WORK TO COMPLETE: In the data below, which lines contain "road"? List them by copying each one.

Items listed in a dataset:
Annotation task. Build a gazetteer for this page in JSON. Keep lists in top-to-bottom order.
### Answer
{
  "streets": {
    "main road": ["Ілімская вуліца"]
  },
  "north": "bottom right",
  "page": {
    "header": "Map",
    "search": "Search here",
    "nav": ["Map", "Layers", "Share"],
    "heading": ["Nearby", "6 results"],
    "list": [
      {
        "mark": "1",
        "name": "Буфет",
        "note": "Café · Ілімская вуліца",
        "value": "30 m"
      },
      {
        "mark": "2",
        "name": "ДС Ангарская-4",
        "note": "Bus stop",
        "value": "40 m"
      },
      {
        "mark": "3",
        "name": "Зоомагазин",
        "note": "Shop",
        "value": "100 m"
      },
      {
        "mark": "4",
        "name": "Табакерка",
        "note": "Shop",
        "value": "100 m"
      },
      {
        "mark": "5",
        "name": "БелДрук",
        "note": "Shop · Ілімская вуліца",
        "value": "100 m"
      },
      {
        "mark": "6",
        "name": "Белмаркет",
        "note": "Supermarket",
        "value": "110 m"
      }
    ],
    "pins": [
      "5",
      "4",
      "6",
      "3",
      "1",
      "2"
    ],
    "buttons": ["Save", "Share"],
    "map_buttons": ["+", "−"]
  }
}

--

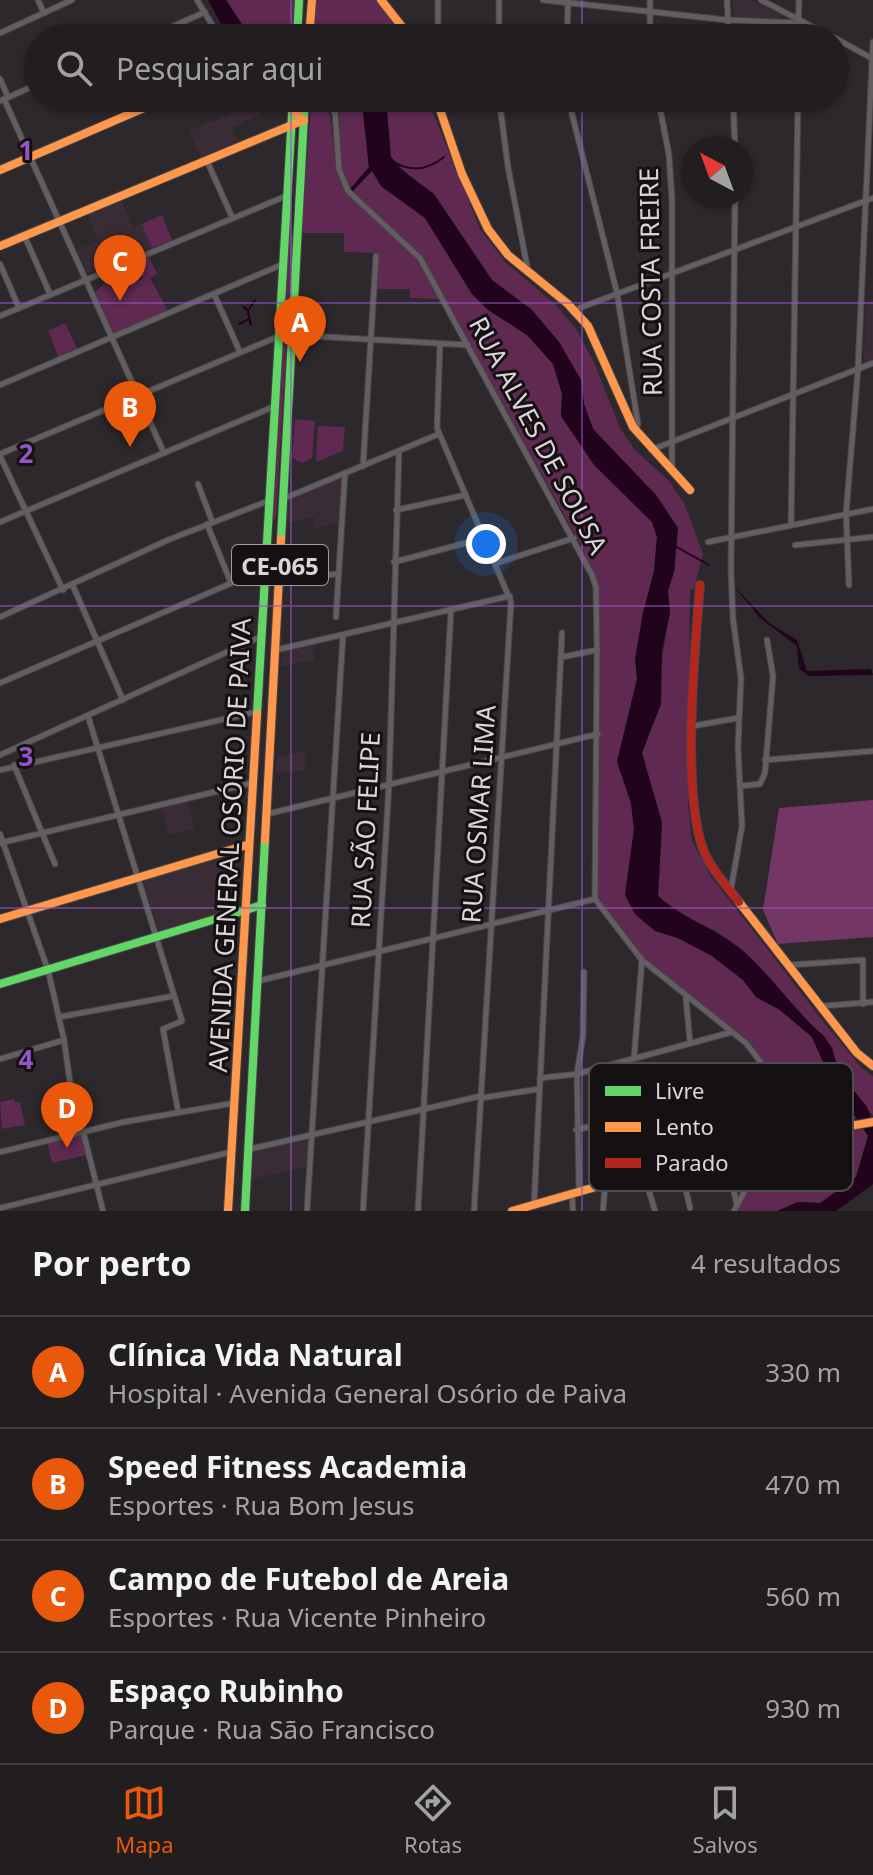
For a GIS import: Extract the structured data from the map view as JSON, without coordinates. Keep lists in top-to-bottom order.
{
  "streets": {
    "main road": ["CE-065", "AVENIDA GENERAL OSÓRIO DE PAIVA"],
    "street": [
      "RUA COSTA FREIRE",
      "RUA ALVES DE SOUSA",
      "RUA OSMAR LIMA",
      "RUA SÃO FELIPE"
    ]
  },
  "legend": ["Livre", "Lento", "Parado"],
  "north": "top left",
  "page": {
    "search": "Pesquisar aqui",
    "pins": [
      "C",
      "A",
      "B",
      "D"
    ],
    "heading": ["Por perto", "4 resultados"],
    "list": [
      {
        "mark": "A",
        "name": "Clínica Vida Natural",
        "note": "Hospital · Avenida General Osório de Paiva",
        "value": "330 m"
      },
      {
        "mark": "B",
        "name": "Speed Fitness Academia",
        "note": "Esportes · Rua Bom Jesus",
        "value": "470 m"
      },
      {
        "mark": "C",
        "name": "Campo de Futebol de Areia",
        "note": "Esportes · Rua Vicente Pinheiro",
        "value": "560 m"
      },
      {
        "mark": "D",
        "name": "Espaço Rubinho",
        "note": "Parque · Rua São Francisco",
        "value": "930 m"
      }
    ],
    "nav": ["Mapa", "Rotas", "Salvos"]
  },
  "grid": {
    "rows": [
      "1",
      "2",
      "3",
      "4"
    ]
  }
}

TASK ANSWER:
    "main road": ["Ілімская вуліца"]
    "main road": ["CE-065", "AVENIDA GENERAL OSÓRIO DE PAIVA"],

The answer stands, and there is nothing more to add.